=== Problem to work on ===
How many lines in the material below include the word "canvas"? Give only the number.

(Study material Opens)

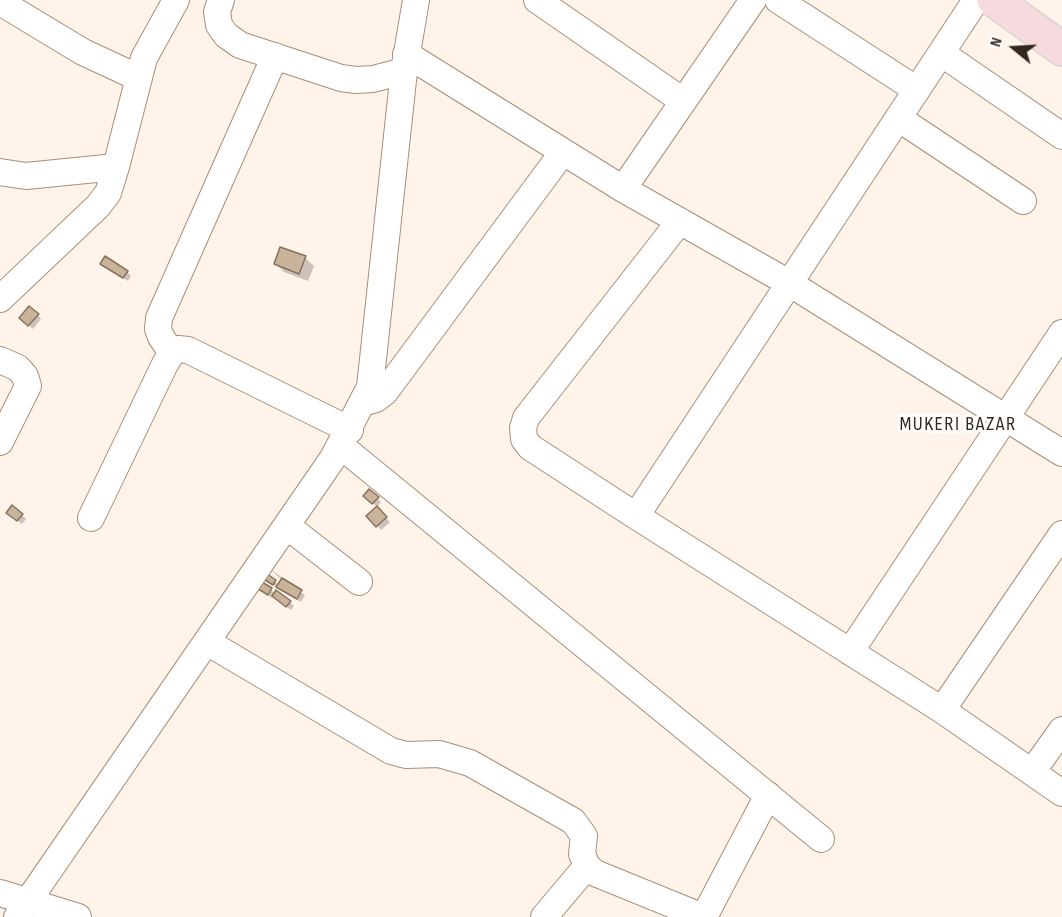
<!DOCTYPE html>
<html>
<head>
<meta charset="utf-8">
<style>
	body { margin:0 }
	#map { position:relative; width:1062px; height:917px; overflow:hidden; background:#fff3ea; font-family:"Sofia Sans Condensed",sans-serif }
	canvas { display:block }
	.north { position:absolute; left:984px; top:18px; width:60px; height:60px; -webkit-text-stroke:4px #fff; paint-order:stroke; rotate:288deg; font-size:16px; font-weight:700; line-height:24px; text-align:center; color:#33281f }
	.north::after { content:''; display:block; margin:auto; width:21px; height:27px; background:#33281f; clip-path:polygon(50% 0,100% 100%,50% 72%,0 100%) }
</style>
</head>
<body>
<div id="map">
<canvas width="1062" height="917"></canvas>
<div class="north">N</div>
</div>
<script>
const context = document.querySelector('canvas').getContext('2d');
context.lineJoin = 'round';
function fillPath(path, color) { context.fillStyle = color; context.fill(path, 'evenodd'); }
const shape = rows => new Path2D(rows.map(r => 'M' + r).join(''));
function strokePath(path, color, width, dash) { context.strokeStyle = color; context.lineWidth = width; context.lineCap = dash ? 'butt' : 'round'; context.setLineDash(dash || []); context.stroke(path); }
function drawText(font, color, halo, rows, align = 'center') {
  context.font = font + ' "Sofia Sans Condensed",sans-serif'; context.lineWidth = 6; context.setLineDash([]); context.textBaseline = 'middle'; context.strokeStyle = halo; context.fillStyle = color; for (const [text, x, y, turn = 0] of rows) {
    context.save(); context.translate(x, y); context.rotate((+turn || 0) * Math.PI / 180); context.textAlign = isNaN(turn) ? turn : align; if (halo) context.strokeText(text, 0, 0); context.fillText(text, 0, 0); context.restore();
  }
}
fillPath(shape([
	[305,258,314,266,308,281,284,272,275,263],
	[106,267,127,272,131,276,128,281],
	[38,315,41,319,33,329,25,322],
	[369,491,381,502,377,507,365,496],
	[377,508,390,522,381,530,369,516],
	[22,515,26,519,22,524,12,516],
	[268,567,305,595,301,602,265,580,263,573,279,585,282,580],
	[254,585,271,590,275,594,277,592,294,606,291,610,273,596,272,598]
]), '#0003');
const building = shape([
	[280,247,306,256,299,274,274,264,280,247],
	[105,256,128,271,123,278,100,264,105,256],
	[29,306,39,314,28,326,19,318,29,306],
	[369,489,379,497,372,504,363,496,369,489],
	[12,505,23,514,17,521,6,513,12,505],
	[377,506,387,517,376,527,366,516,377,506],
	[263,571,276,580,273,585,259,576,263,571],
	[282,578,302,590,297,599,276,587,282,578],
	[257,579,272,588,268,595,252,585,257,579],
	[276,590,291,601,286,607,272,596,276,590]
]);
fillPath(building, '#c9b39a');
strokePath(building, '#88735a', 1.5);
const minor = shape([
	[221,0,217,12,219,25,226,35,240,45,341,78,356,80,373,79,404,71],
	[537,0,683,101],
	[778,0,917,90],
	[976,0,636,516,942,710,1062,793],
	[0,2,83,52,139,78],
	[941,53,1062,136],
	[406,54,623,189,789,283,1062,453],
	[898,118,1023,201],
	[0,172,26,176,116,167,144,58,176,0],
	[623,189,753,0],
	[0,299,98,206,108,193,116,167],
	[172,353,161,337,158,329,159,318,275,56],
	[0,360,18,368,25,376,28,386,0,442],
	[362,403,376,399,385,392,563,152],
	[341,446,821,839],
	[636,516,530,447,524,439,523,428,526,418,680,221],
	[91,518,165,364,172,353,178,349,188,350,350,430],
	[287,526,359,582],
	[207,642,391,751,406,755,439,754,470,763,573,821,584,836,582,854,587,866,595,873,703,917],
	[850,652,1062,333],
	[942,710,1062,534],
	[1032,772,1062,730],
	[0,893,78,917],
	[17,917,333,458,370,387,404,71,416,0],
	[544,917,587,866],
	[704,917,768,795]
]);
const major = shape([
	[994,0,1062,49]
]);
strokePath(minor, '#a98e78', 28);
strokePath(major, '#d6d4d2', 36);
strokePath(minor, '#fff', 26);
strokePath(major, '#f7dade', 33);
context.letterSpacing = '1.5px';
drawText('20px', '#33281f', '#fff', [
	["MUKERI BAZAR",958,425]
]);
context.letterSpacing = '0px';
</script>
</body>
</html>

(Study material Closes)

=== Output for this task ===
3